A premissa é que, "como não ficou nada nos supermercados, agora eles virão atrás das nossas coisas", diz Ivan Ortega, enquanto cuida para que não se apague a fogueira que o aquece na barricada improvisada à entrada da rua de sua casa.
Em outro ponto da cidade, um grupo de 11 vizinhos, com a companhia da cadela Tonka, vigia a portaria de seu condomínio. Como ocorre com muitos outros grupos auto-organizados de moradores, aqueles que têm autorização legal para portar armas não se separam mais de seus revólveres.
"Se for necessário, disparamos para matar. Somos nós ou eles", afirma o bombeiro Rodrigo Díaz.
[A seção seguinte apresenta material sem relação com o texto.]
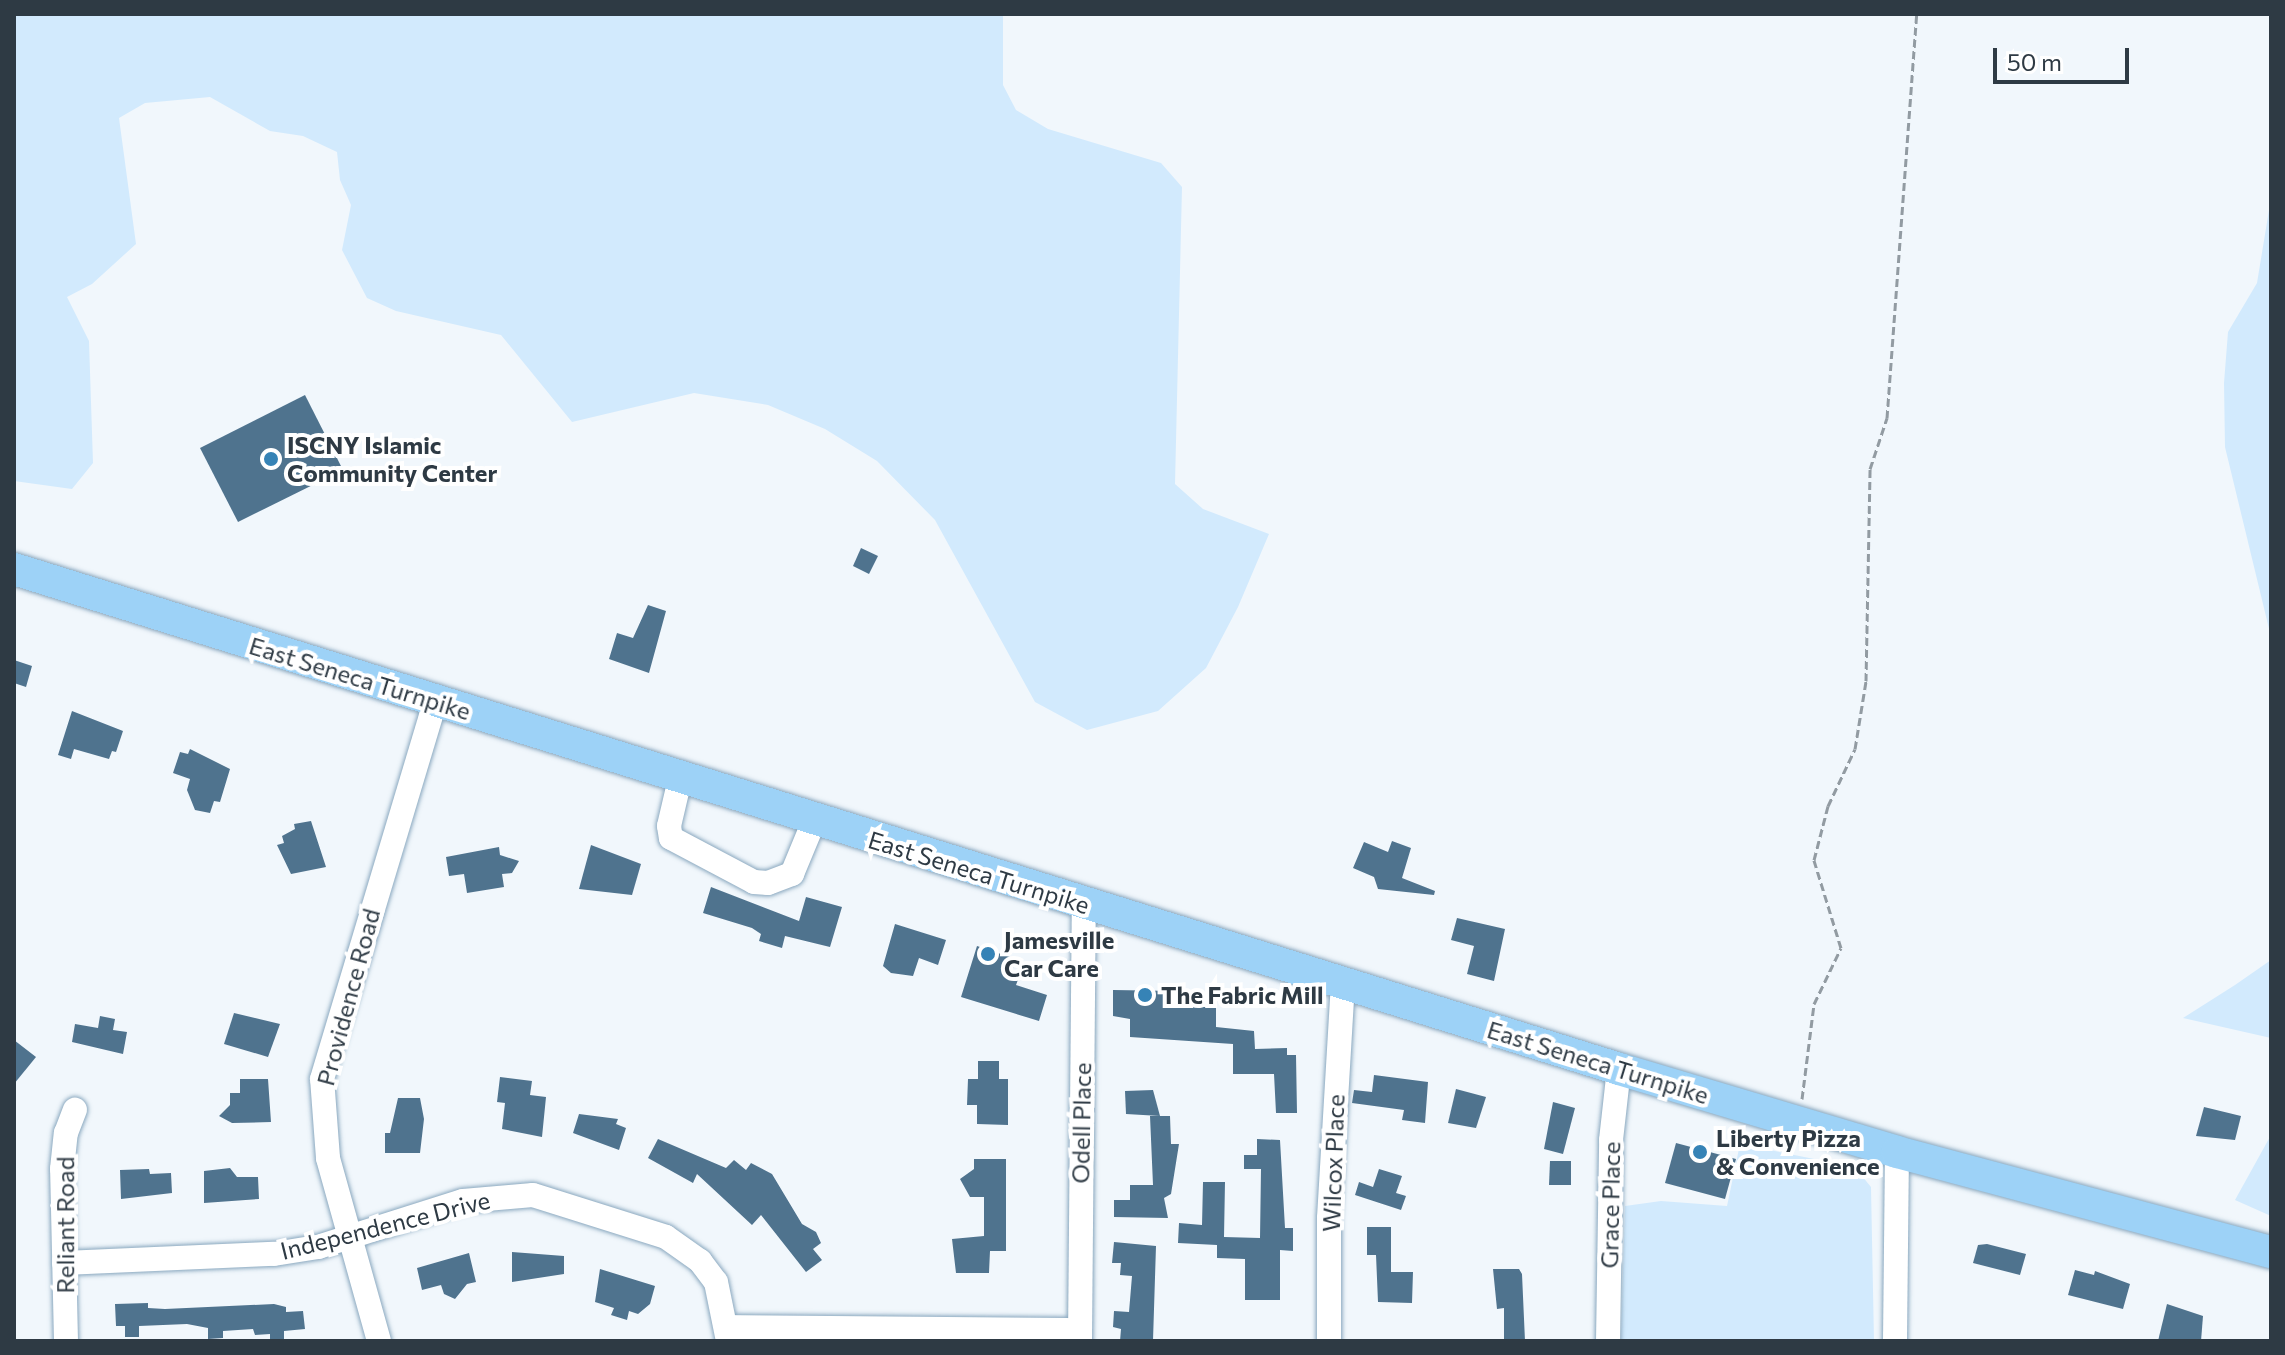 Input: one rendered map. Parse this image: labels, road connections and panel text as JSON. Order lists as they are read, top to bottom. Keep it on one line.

Em sinal de aprovação ao "líder" que estabeleceu sua estratégia de segurança privada, os vizinhos em vigília se precipitam a falar. "Os delinquentes estão soltos, e nós estamos presos em nossas casas. Aqui está faltando um Pinochet", diz Alejandro Díaz, referindo-se ao ditador que comandou o regime militar no Chile de 1973 a 1990.
"O terremoto ficou para trás. Agora, o que nos preocupa é o terremoto social", afirma Fernanda Vera.
Embora esteja apavorado com a perspectiva de uma onda de criminalidade e violência, o grupo não sofreu nenhuma tentativa de assalto. "Mas antes que os militares chegassem, vimos bandos de pessoas andando aqui em frente", conta Cristina Messer.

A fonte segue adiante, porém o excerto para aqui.